1.2072500-1405887444
Image Credit: Supplied

It should be recalled, following the recent election of Avi Gabbay as the new leader of Israel’s Labor Party, that this socialist bloc was known for its leftist-dominated politics for long decades soon after the establishment of Israel and until the rightists came to power at the height of the 1977 general elections, better known as the ‘Likud coup’.

It is well-known that the Labor party led Israel’s expansionist wars since 1948, through 1956, 1967 and 1973 while strengthening and expanding the Israeli military and security complex as well as developing its growing nuclear arsenal. Today, in the shadow of the most extreme right-wing government in Israel’s history, many may believe that its leader and Prime Minister Benjamin Netanyahu is not the right person to deal with regional changes, exploit successive opportunities, and “reach” at a final political settlement with Arab states.

The victory of the former businessman Gabbay (a Jew of Moroccan origin) was significant after he beat his rival Amir Peretz by 52.4 per cent to 47.6 per cent of the vote. The party leader, Isaac Herzog, lost the election in the first round after being sharply criticised for attempting to negotiate for the party to partner with Netanyahu’s extreme right-wing “Likud coalition”. Gabbay, who had once served in the “coalition”, resigned in May 2016 over the appointment of the extreme right fanatic Avigdor Lieberman, leader of the Israel Beitunu party, accusing the ruling coalition of “leading Israel to destruction”.

Upon declaring victory, Gabbay announced the drive to unseat Netanyahu, pledging to win the next general elections. He said: “The state of Israel is headed to elections, but we don’t know the date yet. The party needs at least 100,000 members by the next elections, nearly twice its current number, in order to win 30 (Knesset) seats and replace the government of Netanyahu.” In an interview with the Ynet news website, he further said: “My positions are the positions of the Labor party, two states for two peoples”. Gabbay, however, added that “Jerusalem will remain unified in any scenario and there will be no negotiations about it”. All said, and contrary to Likud’s position, he affirmed that “the Palestinian National Authority President Mahmoud Abbas is certainly a peace partner”.

Interestingly enough, only a day after Gabbay won the Labor leadership, a few months after joining it, two public opinion polls conducted by Israeli channels T.V. Two and Ten showed that the Labor party had strengthened its power ahead of the ‘There is a Future’ party headed by Knesset member Yair Lapid. According to the Channel 2 poll, if the Israeli general elections are held now, the Likud will win 25 seats, Labor 20, There Is A Future 18 seats, the Jewish Home headed by the most extreme, Minister of Education Naftali Bennett, 13 seats, and Yisrael Beitunu, six seats. The Channel Ten poll shows that if elections are held now, Likud will win 13 seats, Labor 24, There is a Future 16, the Jewish Home 14 and Yisrael Beitunu seven seats. Those figures point to a less rightist trend than that of the present ruling coalition.

Gabbay’s victory marks a dramatic change for Israelis indicating that other options are available, other than Netanyahu. The new young Labor leader beat the older historic leaders of the party, reflecting the Israeli society’s desire for change. In this context, Israeli dauly Haaretz’s political journalist Yossi Verter says: “Gabbay’s victory was made possible by the electoral, popular and propaganda of the lowest level to which the Labour party had deteriorated into. The party needed an electric shock, and this is what happened”.
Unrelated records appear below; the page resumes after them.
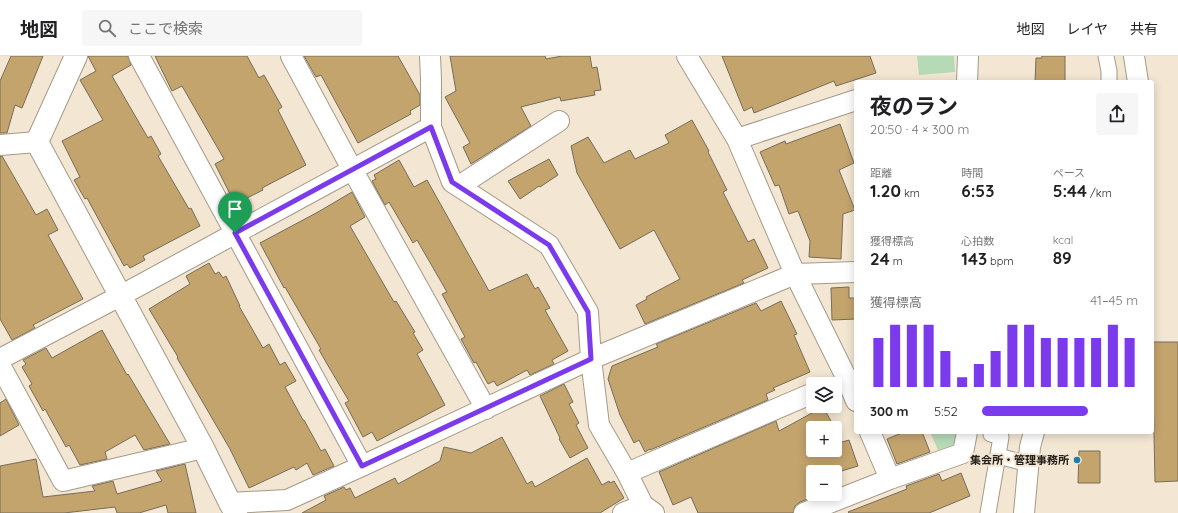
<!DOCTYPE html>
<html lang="ja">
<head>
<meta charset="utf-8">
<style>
	body { margin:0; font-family:Quicksand,"Noto Sans JP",sans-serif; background:#f6f6f6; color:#202124; height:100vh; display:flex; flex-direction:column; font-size:15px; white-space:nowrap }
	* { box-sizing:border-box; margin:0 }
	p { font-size:13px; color:#757577 }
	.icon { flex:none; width:22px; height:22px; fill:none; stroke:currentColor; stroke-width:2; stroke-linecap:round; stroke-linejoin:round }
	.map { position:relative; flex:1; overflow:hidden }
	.details { position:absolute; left:854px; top:24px; width:300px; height:354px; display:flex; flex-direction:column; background:#fff; border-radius:4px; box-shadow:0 2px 10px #0003 }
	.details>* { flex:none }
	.tools { position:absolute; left:806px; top:321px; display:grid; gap:8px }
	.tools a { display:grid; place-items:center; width:36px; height:36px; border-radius:4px; background:#fff; box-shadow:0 2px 10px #0003; font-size:20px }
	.pin { position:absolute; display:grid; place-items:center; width:34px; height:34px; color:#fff; margin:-41px -17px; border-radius:50% 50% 50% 0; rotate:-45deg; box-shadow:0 0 4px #0007 }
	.pin .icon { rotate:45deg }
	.round { display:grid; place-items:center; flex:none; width:42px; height:42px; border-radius:4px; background:#f6f6f6 }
	.overview { display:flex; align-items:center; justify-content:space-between; height:68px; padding:0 16px }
	h1 { font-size:22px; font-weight:700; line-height:30px }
	.stats { display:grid; grid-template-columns:repeat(3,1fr); gap:6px; height:68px; padding:4px 16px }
	.stats div { display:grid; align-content:center }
	.stats b { font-size:17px; font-weight:700 }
	.stats small { font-size:11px; font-weight:400 }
	.stats p { font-size:11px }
	.chart { height:112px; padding:8px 16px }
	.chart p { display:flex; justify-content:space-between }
	.chart svg { width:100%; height:72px; margin-top:4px; stroke:#7c3aed; stroke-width:6 }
	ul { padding:0 16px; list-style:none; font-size:13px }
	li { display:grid; grid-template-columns:64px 48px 1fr; align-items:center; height:30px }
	li i { height:10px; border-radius:5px; background:#7c3aed }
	header { display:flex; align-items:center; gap:24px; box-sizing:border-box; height:56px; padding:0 20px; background:#fff; border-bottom:1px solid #e0e0e0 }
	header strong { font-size:19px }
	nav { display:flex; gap:22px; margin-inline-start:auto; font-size:14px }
	.search { width:280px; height:36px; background:#f6f6f6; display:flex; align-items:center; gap:10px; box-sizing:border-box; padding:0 14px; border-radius:4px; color:#757577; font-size:15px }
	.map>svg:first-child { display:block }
	.green { fill:#b6dab5 }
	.building { fill:#c4a46d; stroke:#766c5a }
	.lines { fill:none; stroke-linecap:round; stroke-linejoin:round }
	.pedestrian-casing { stroke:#a59a87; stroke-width:17 }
	.minor-casing { stroke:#a59a87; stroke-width:22 }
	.tertiary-casing { stroke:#a59a87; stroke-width:24 }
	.pedestrian { stroke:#fff; stroke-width:15 }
	.minor { stroke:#fff; stroke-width:20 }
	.tertiary { stroke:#fff; stroke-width:22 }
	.route-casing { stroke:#fff; stroke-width:8 }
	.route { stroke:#7c3aed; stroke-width:5 }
	.poi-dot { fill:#1e7eaa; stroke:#f3e7d3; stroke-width:1.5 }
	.labels { text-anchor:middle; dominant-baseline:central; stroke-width:4; stroke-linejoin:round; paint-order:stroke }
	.poi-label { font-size:11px; font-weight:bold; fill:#252019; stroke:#f3e7d3; text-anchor:end }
</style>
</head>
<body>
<header>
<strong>地図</strong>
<div class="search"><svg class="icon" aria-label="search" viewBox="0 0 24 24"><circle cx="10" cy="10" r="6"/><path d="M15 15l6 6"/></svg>ここで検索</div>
<nav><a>地図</a><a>レイヤ</a><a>共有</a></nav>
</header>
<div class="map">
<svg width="1178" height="457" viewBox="0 0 1178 457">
	<rect width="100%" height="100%" fill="#f3e7d3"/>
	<path class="green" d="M917,0h37l1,16 -36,3z
		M930,376h27l-1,12 -18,6z"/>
	<path class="building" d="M11,0h32l-21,52 -7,-3 -8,28h-7v-52z
		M88,0h40l3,9 -19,11 36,62 3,-2 10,18 -3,2 31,53 2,-1 9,18 -57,30 2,4 -15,8 -3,-4 -3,2 -37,-68 -2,1 -11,-19 6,-3 -18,-36 41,-21 -23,-40 16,-9z
		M155,0h92l12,22 5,-3 18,32 -4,3 28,55 -44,23 1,2 -28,14 -20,-40 9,-5 -42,-73 -10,5z
		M304,0h94l22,39v10l-10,6 1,3 -53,29 -37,-68 -5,2z
		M450,0h95l1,3 16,-3h28l2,12 5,-1 4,23 -7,1 1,4 -34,6 -1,-4 -39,10 10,19 -60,38 -8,-17 7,-4 -25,-46 11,-6z
		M722,0h148l6,17 -40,13 -2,-5 -80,32 -2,-6 -8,4z
		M1042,0h23v26h-30l1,-24h6z
		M692,64l17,31 -1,1 19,38 -4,2 25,50 6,-3 14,29 -26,12 2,3 -99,41 -9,-19 11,-6 -1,-2 34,-18 -26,-49 -34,19 -43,-76 -6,-27 17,-9 16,26 26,-13 5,9 34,-16 -4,-8z
		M840,68l14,39 -15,7 16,40 -12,4 -2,45 -32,-2 1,-16 -12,-30 -9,3 -10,-29 -4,1 -15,-34 25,-11 1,3z
		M0,100h2l34,59 11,-6 11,21 -10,5 35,64 -50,26 2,3 -23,12 -12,-21z
		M549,103l9,16 -18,12 -1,-1 -19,13 -12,-18z
		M399,104l15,27 13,-7 62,111 38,-17 8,15 3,-2 12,21 -5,2 23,41 -16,9 2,4 -24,11 -3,-5 -30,16 -3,-5 -6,3 -12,-22 -2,1 -13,-24 4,-2 -23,-43 5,-2 -30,-52 -4,3 -24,-41 -4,3 -13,-24 4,-2 -2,-4z
		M352,136l13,25 -15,9 44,76 2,-1 19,31 -2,1 10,17 -6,4 28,51 -68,36 -5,-9 -9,5 -18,-34 4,-2 -19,-32 -11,-19 2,-1 -36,-62 -1,1 -24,-45 58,-31z
		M209,207l6,11 4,-2 4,6 3,-2 14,30h-1l24,42 6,-4 11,21 5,-3 11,19 -11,6 18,33h1l17,31 4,-2 9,17 -21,9 -6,-12 -11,7 -2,-3 -45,21 -19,-39 -53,-91 1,-1 -29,-48 41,-25 -4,-8z
		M849,231v11h7v21l-24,1 -1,-32z
		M781,245l16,33 -3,1 16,37 -37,16 2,2 -9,4 2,6 -118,50v-1l-5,3 -6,-12 -5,3 -14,-28 -12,-36 4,-13 46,-19 -2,-3 100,-41 5,8z
		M102,274l25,45 1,-1 42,70 -26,6 -9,-15 -30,17 2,7 -27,6 -11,-20 -3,2 -21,-38 -2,2 -14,-25 3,-2 -10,-17 4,-3 -3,-4 23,-12 6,10z
		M1152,286h26v139l-23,1z
		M564,328l9,18 -4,2 10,19 -3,2 12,23 -18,10 -11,-19 1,-1 -20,-42z
		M6,343l13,26 -19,11v-33z
		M823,351l12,21h-22v22h22v-21l7,13 7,-2 9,26 -23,7v-1h-22v25l-13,5 -5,4 -2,7h-95l-7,-16 -18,8 -14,-33 117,-51 3,10z
		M904,376h18l8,20 -33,12 -10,-25z
		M502,381l25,47 5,-3 3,6 52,-29 15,27 7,-4 1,2 4,-2 10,17 -24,15h-298l24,-13 -2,-4 20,-9 2,3 4,-2 5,10 40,-20 3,6 42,-23 4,-14 27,6z
		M1079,395h21v32h-22z
		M36,403l7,38 52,-6 -3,-5 21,-5 4,13 45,-13 -6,-10 29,-7 11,49h-28l-2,-8 -27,8h-22l-2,-6 -51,6h-64v-47z
		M961,417l9,23 -41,17h-80l-1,-1 59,-23 -1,-3 33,-12 3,7z"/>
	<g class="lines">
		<g class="pedestrian-casing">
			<path id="pedestrian" d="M1106,0l3,15v11
				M998,400l31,8
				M988,457l13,-76 -10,-3v-2"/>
		</g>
		<g class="minor-casing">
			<path id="minor" d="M139,0l223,410
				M291,0l61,113 134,240
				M430,0l1,23v48l21,55 97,63 39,67 3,47 8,66 28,48 16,32 11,8
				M687,0l50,83 58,135 52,105 9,22
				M1134,0l4,26
				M967,26l1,-26
				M737,83l119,-39
				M0,89l37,-3
				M459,130l100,-65
				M0,303l120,-63 311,-169
				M0,309l63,116 140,-33
				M870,376l20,47
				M627,417l186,-80
				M230,447l57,-3 75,-34 229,-107 204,-85 61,-2
				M623,457l20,-8
				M804,457l86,-34 73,-26 4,-21
				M1024,457l6,-66 4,-15"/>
		</g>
		<g class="tertiary-casing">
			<path id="tertiary" d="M76,0l-39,86 166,306 27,55 6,10"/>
		</g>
		<use href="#pedestrian" class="pedestrian"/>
		<use href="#minor" class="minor"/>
		<use href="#tertiary" class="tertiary"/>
	</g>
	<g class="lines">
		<g class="route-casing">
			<path id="route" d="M431,71l21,55 97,63 39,67 3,47 -229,107 -127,-233z"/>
		</g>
		<use href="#route" class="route"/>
	</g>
	<circle class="poi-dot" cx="1077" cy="404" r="4"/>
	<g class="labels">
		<g class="poi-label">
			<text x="1069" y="404">集会所・管理事務所</text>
		</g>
	</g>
</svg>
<div class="tools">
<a><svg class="icon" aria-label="layers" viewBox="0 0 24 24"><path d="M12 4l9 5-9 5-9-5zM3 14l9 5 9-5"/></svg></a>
<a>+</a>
<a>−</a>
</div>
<div class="pin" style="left:235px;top:177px;background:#1e9e55"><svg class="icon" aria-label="arrive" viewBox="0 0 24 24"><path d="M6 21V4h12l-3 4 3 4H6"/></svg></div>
<section class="details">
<div class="overview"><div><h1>夜のラン</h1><p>20:50 · 4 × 300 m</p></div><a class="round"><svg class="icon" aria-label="share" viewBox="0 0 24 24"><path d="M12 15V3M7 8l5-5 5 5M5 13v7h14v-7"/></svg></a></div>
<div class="stats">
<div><p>距離</p><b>1.20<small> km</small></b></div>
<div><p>時間</p><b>6:53</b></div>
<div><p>ペース</p><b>5:44<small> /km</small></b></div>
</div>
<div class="stats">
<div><p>獲得標高</p><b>24<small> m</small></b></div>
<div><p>心拍数</p><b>143<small> bpm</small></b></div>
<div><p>kcal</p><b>89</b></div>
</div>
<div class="chart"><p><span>獲得標高</span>41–45 m</p>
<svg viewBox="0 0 160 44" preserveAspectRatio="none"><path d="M5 44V14M15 44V6M25 44V6M35 44V6M45 44V22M55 44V38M65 44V30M75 44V22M85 44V6M95 44V6M105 44V14M115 44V14M125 44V14M135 44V14M145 44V6M155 44V14"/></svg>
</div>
<ul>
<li><b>300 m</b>5:52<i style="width:68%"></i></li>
</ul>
</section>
</div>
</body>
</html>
‘Despair’ and ‘personal policy’

Gideon Rahat, professor of Political Science at the Hebrew University in occupied Jerusalem says in comments about Gabbay’s election that “there are two explanations, one is ‘despair’ and the other is the ‘personal policy’ where the personality is more important than the political one”. Political analyst Avraham Diskin describes Gabbay as “a new face, highly eloquent, determined and very intelligent, who was not a member of the Labor party, but a person who symbolises hope”.

To categorise the Israeli political parties in terms of Right and Left is rather misleading. The Labor party, ideologically leftist, believes like other rightist parties in the ‘value’ of Jewish colonisation, that occupied Jerusalem should be united as the capital of Israel and that the Palestinians from 1948 areas cannot return home. This ‘leftist’ party was the first to implant the Separatist Wall at the heart of the West Bank. But with the extremist Right beginning to alienate the regional and world communities as a result of its practices against the Palestinian people, it is normal to see the impact of its policies on Israelis, which allows people like Gabbay to win and to provide him with the chance to unseat Netanyahu, if he knows how to invest well in it.

Professor As’ad Abdul Rahman is the chairman of the Palestinian Encyclopaedia.